I am planning my yearly trip back to good old Blighty. We will be coming through Luxembourg into Germany visiting Trier then along the Mossel valley to Koblenze then across to Belgium.
My question is will I have to get a Umwelt sticker I do not intend to visit any city centers other than Trier and Koblenze.


----------



## chasper (Apr 20, 2008)

I did not get one and i did all those places a couple of weeks ago. Chasper


----------



## bobandjane (Dec 29, 2007)

Hi hogan, We have just changed vans, and got another Umwelt sticker. Although we kept the same reg, but we find it easier to get one than not. Just send the form off with 5 euro note, job done because you never know you may end up in a zone and get a 40 euro fine. I do go on a German website and know they are against it in Germany. But it stands at the moment, and odds are any vans not German Registered are easy pickings with on the spot fines. ( A bit like Spain ) We will be in Germany for 8 weeks from 3rd September.  Bob.


----------



## ob1 (Sep 25, 2007)

Strickly speaking you will not need one if you are only going to visit Trier and Koblenz and it is a one off visit to Germany. However, as Bob says you might as well get one should you intend visiting more often, especially in view of the small cost.
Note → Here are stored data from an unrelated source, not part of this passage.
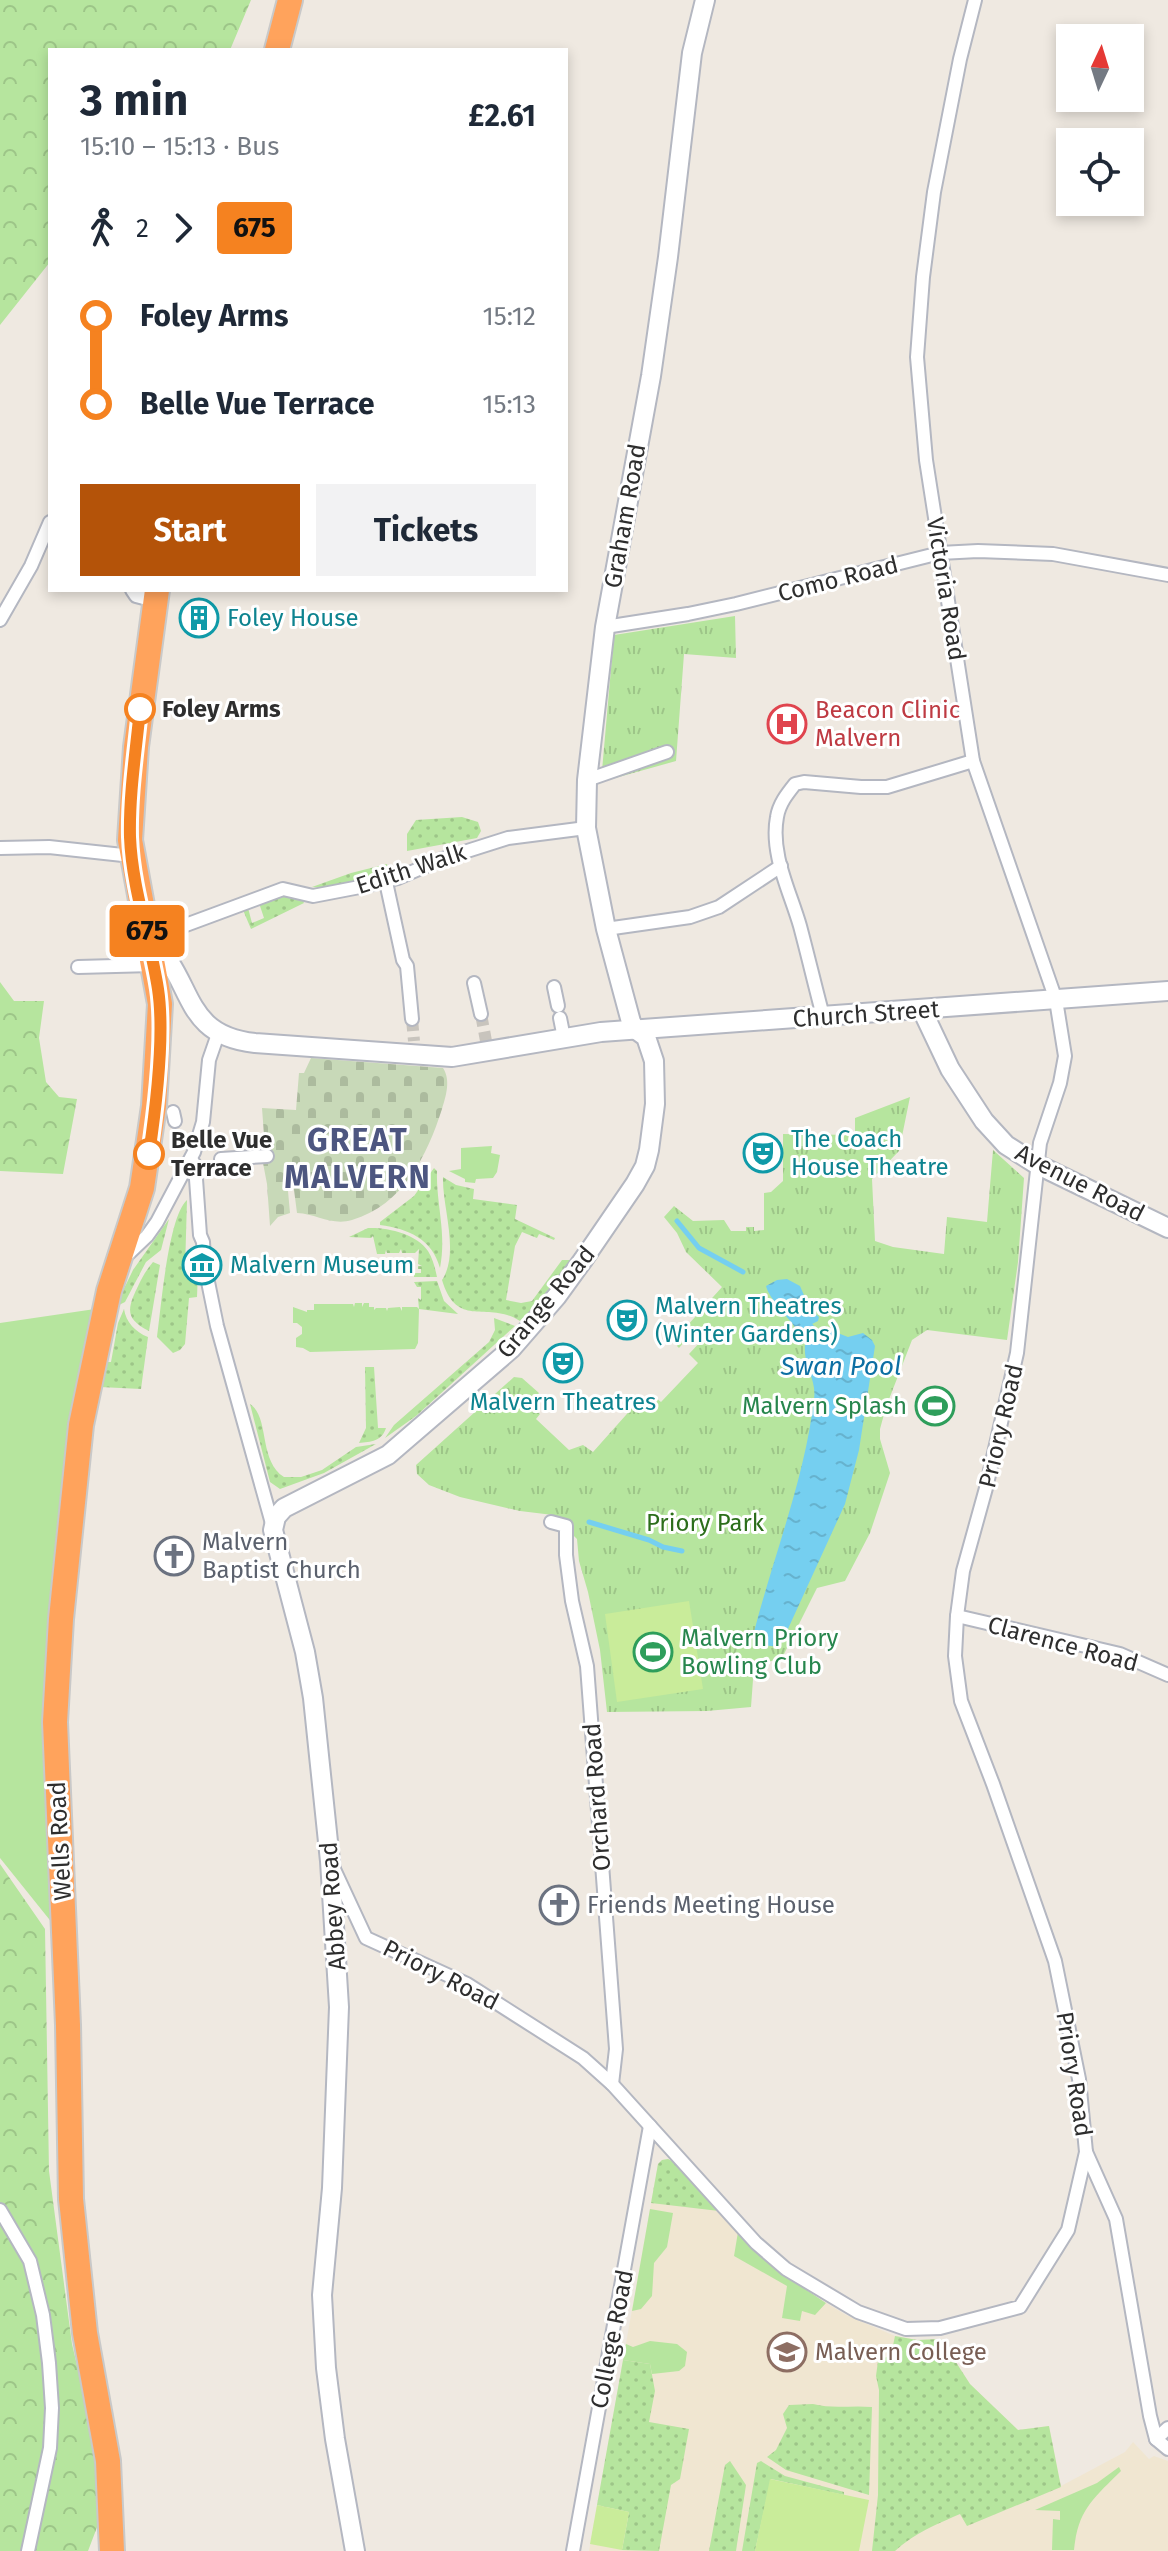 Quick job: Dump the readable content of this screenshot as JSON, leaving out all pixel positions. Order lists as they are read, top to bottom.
{
  "streets": {
    "highway": ["Wells Road"],
    "street": [
      "Graham Road",
      "Como Road",
      "Victoria Road",
      "Edith Walk",
      "Church Street",
      "Avenue Road",
      "Grange Road",
      "Priory Road",
      "Clarence Road",
      "Orchard Road",
      "Abbey Road",
      "College Road"
    ]
  },
  "crossings": [
    ["Graham Road", "Como Road"],
    ["Graham Road", "Edith Walk"],
    ["Graham Road", "Church Street"],
    ["Graham Road", "Grange Road"],
    ["Como Road", "Victoria Road"],
    ["Victoria Road", "Church Street"],
    ["Victoria Road", "Avenue Road"],
    ["Victoria Road", "Priory Road"],
    ["Church Street", "Avenue Road"],
    ["Church Street", "Grange Road"],
    ["Avenue Road", "Priory Road"],
    ["Grange Road", "Abbey Road"],
    ["Priory Road", "Clarence Road"],
    ["Priory Road", "Orchard Road"],
    ["Priory Road", "Abbey Road"],
    ["Priory Road", "College Road"]
  ],
  "districts": ["GREAT MALVERN"],
  "water": ["Swan Pool"],
  "parks": ["Priory Park"],
  "places": {
    "building": ["Foley House"],
    "other": ["Foley Arms", "Belle Vue Terrace"],
    "hospital": ["Beacon Clinic Malvern"],
    "theatre": ["The Coach House Theatre", "Malvern Theatres (Winter Gardens)", "Malvern Theatres"],
    "museum": ["Malvern Museum"],
    "sports": ["Malvern Splash", "Malvern Priory Bowling Club"],
    "church": ["Malvern Baptist Church", "Friends Meeting House"],
    "school or university": ["Malvern College"]
  },
  "lines": ["bus line 675"],
  "north": "top",
  "page": {
    "on_map": "675",
    "heading": ["3 min", "15:10 – 15:13 · Bus", "£2.61"],
    "legs": ["2", "675"],
    "list": [
      {
        "name": "Foley Arms",
        "value": "15:12"
      },
      {
        "name": "Belle Vue Terrace",
        "value": "15:13"
      }
    ],
    "buttons": ["Start", "Tickets"]
  }
}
Incidentally, I decided to purchase one whilst in Cochem in June - strange what one does when on holiday! However, the local issuing office got in such a state with their computer that I made my excuses and left them to it. I should have applied over the web I know.

Ron


----------



## hogan (Oct 31, 2006)

bobandjane said:


> Hi hogan, We have just changed vans, and got another Umwelt sticker. Although we kept the same reg, but we find it easier to get one than not. Just send the form off with 5 euro note, job done because you never know you may end up in a zone and get a 40 euro fine. I do go on a German website and know they are against it in Germany. But it stands at the moment, and odds are any vans not German Registered are easy pickings with on the spot fines. ( A bit like Spain ) We will be in Germany for 8 weeks from 3rd September.  Bob.
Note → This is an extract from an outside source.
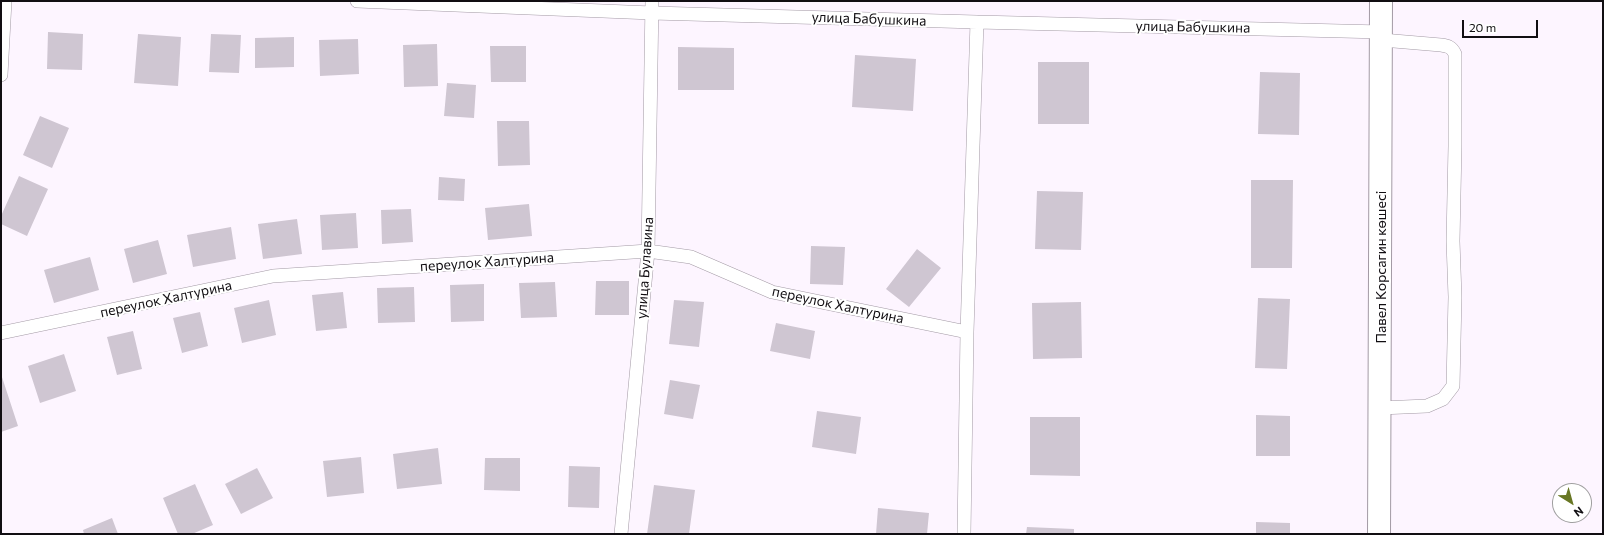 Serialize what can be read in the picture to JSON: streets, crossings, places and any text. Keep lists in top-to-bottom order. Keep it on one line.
{"streets":{"street":["Павел Корсагин көшесі"],"lane":["улица Бабушкина","переулок Халтурина","улица Булавина"]},"crossings":[["улица Бабушкина","Павел Корсагин көшесі"],["улица Бабушкина","улица Булавина"],["переулок Халтурина","улица Булавина"]],"scale_bar":"20 m","north":"bottom right"}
Thanks for your reply but where do I get the form from ?


----------



## bobandjane (Dec 29, 2007)

Hi, Jane has been pulling her hair out looking for this: 

https://formular.stadt-koeln.de/formular/feinstaubplakette/index.html

Where it says upload file: Leave blank. Photo copy your documents and send a 5 euro note.

And send to:

Stadt Koln
Kfz - Zulassungsstelle
Max - Glomsda - Strabe 4
51105 Koln, Germany

Thats all there is to it. :lol: Bob.


----------



## bobandjane (Dec 29, 2007)

Hi, Diesen Pfosten gerade stoßen 8O 

For anyone that missed it, and want a sticker, this is the cheapest and best way to get one........... :lol: Bob.


----------



## CJSinn (May 1, 2005)

do you know how long it will take to come through? I've only just found out about this and we're planning on going away Sept 9th, or so (not that we've booked the ferry yet)....

is it worth uploading the file rather than posting it, or is the problem/bank charges with getting the €5 to them?

not sure if we'll actually be going into the towns but better safe than sorry


----------



## chasper (Apr 20, 2008)

As a matter of interest how long are they valid for? Chasper.


----------



## CJSinn (May 1, 2005)

as long as you have the vehicle i believe


----------